The marine stratus moved in early this morning, but burned off again by around 10am. Temperatures got up in the high 50s. There was a west wind through the afternoon and into the evening, but it didn’t seem very strong here at the house and died out pretty early.
On a walk around Totem Park this morning I was struck by just how thoroughly dearheart covers the ground in some parts of the forest. In other parts I was struck by (though didn’t try to photography) the various shades of green, darker green of deerheart, the lime green of oakferns (Gymnocarpium sp) primarily, with some other green shades mixed in as well.
I noticed some clasping twistedstalk (Streptopus amplexifolius) and rosy twistedstalk (Streptopus lanceolatus) blooming today, the first of each of those I’ve seen open.
Out on the flats I saw four Marbled Godwits and a (probably Short-billed) Dowitcher. I also noticed a small gull with a sort of black head. It was far enough away I didn’t get great looks, but so enough to think it was a young Bonaparte’s Gull. The photo I got confirmed it (and a second one, which I didn’t notice at the time, as I was focused on the one with the darker head wondering if it might be the Franklin’s Gull).
I got the last of the presumed iris that someone gave me planted in the yard this afternoon. Yesterday I finished up planting all of the strawberries.
I don’t remember where I picked them up (either Starrigavan Ridge or Blue Lake Creek), but I have a pot that has quite a few Arctic Yellow Violets (Viola biflora) coming up.
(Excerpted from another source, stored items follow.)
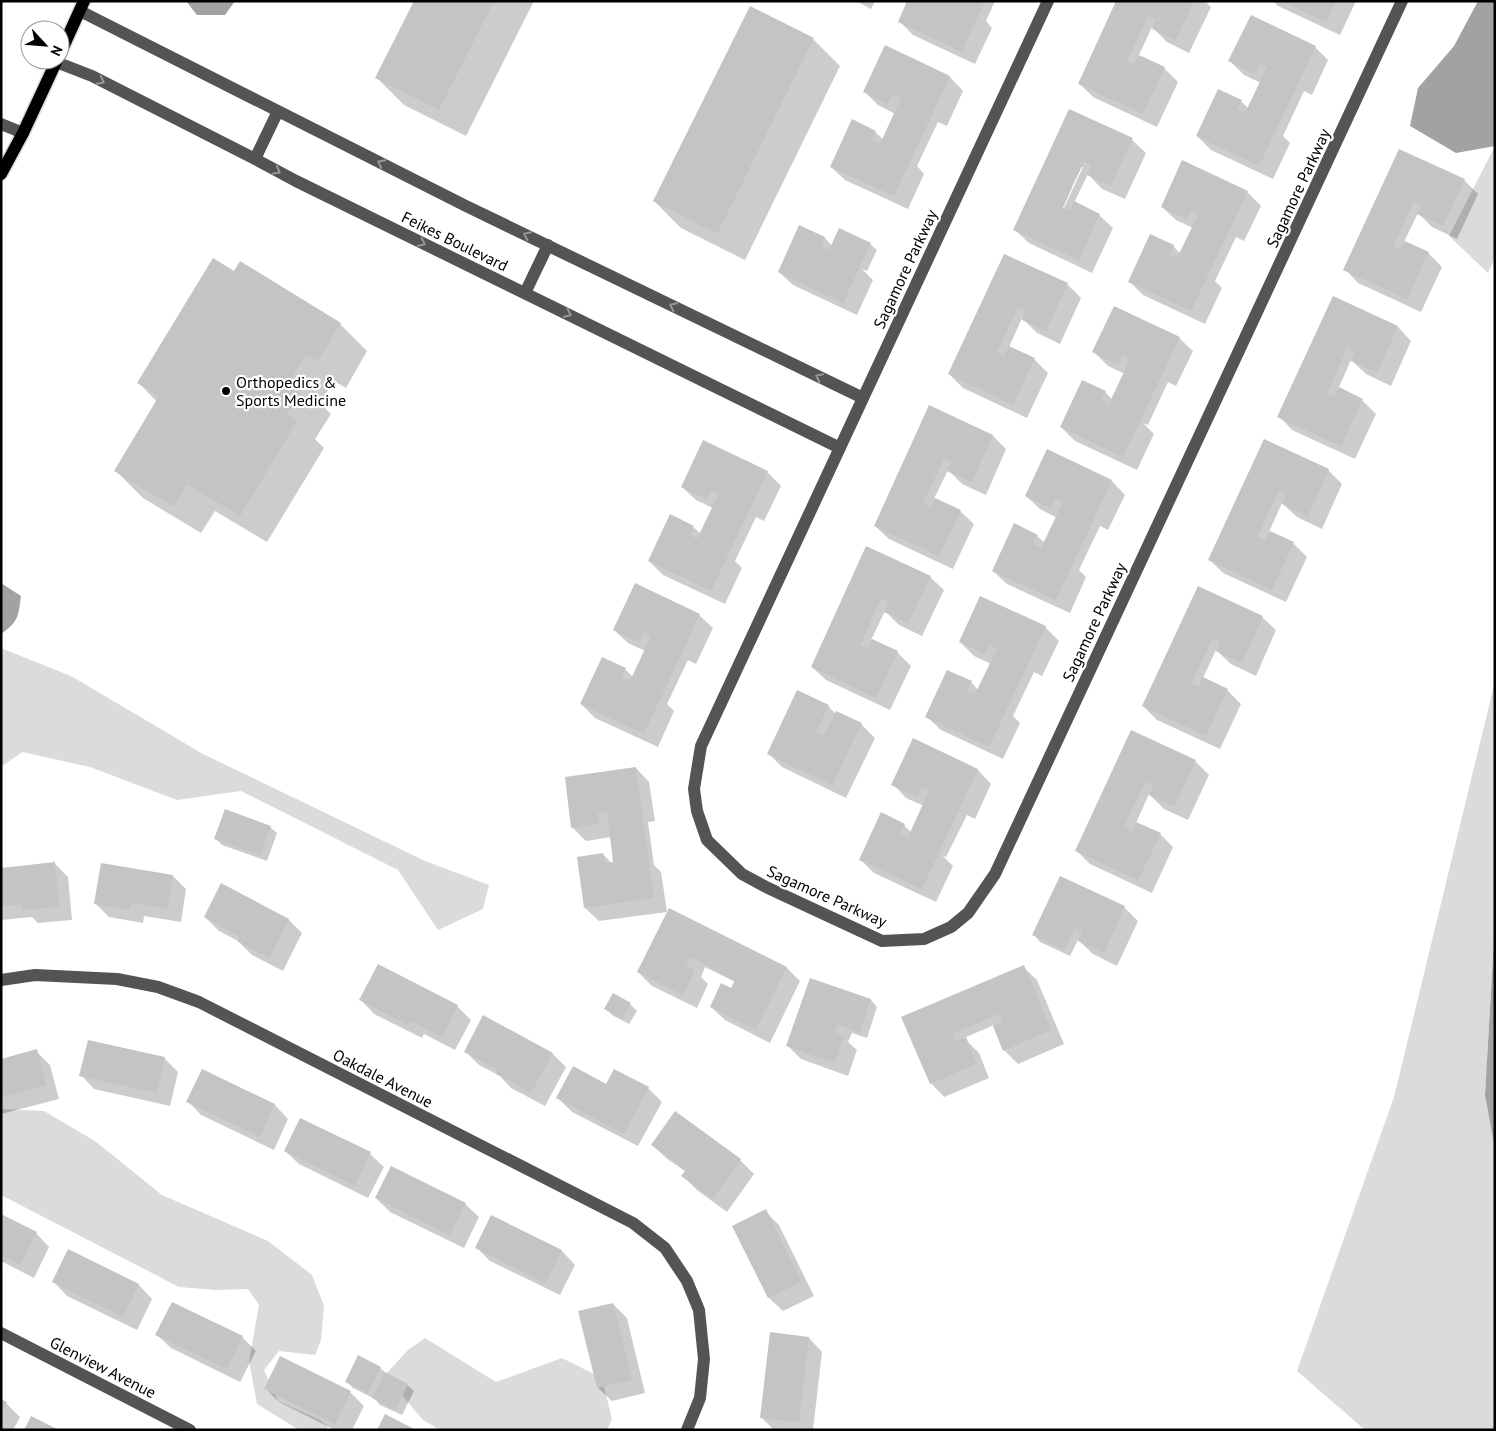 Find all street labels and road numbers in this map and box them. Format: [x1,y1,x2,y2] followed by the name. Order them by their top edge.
[1262,125,1335,251] street label: Sagamore Parkway
[869,206,942,332] street label: Sagamore Parkway
[398,207,512,275] street label: Feikes Boulevard
[1058,559,1131,685] street label: Sagamore Parkway
[764,861,890,932] street label: Sagamore Parkway
[330,1044,436,1112] street label: Oakdale Avenue
[47,1332,159,1402] street label: Glenview Avenue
I think I just started with a plant or two, but they’ve spread to the hole (small) pot. At some point I will transplant them into the yard. They’re much less common around here than the (abundant) Stream Violet (Viola glabella). In other collected-plants updates, the nagoon berries I got seem to be doing okay after getting moved this past year. Leaves are coming up bigger than last year, so perhaps they like the additional soil. The Alpine Astragalus seems to have spread a bit in the pot, so I moved one of the miniplants into a container with strawberries, and will see how it does there. The oxytropis also seems to be doing fine.
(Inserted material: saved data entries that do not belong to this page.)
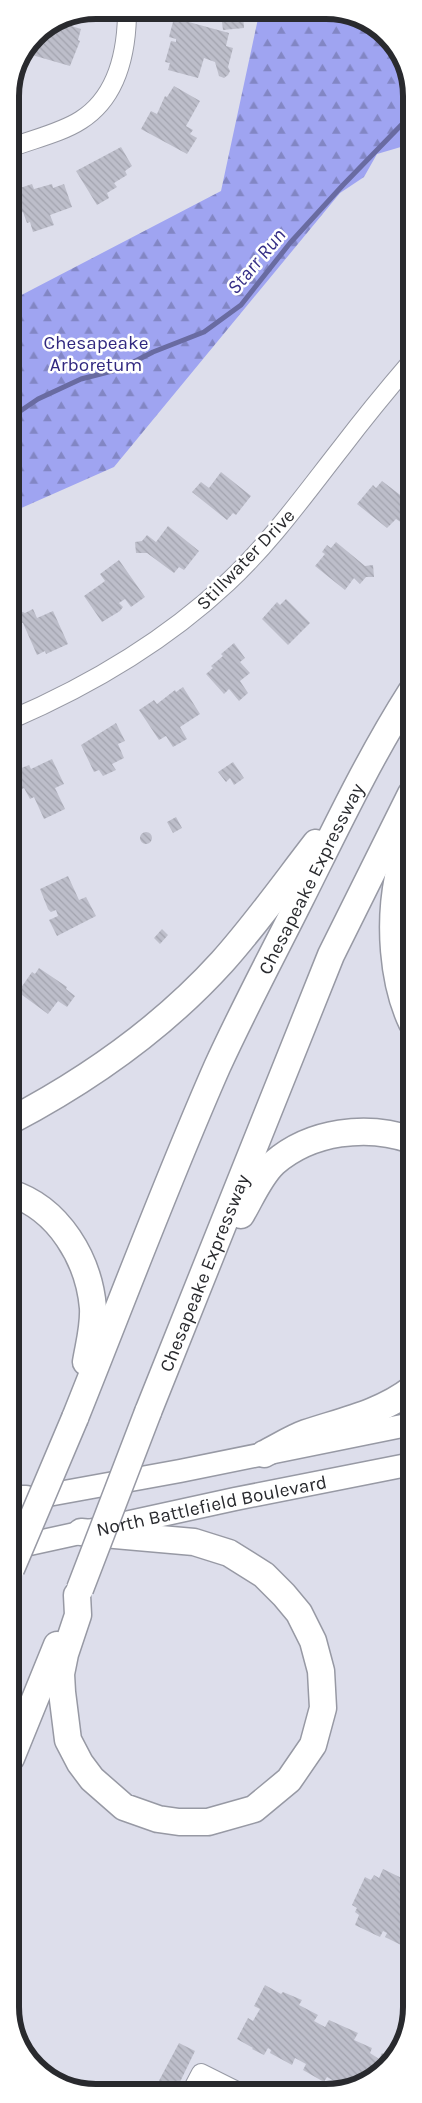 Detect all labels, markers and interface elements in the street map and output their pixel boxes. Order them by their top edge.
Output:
water label: Starr Run [222,224,290,299]
park label: Chesapeake Arboretum [43,332,149,376]
street label: Stillwater Drive [192,505,299,615]
street label: Chesapeake Expressway [254,780,369,978]
street label: Chesapeake Expressway [155,1171,254,1375]
street label: North Battlefield Boulevard [94,1471,329,1541]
There was an article in the paper today about the bear I got pictures of last week being shot. It charged a trooper who was there waiting for the ADF&G wildlife guy to get there with the tazer. They were going to try to haze it to encourage it to leave, as it had been becoming more aggressive after being repeatedly bothered by people approaching too closely. It was sad; just a young female bear, probably her mother had been shot earlier in the year along the Forest and Muskeg Trail. It made me reflect on my own experience out there with the bear. While we certainly didn’t get close in the way that it sounded like other people did later, I still wonder if we contributed to the situation even as far back as we stayed. She certainly seemed aware of us, but continued eating. I have plenty of zoom with my 400mm lens, so there was no need to get especially close. At the time Connor really wanted to approach closer, so I read him the statement from the Fish and Game person (who gave a talk we went to a couple of weeks ago) and we had a little talk about some of the issues with approaching closer, even if the bear doesn’t respond with aggression at the time.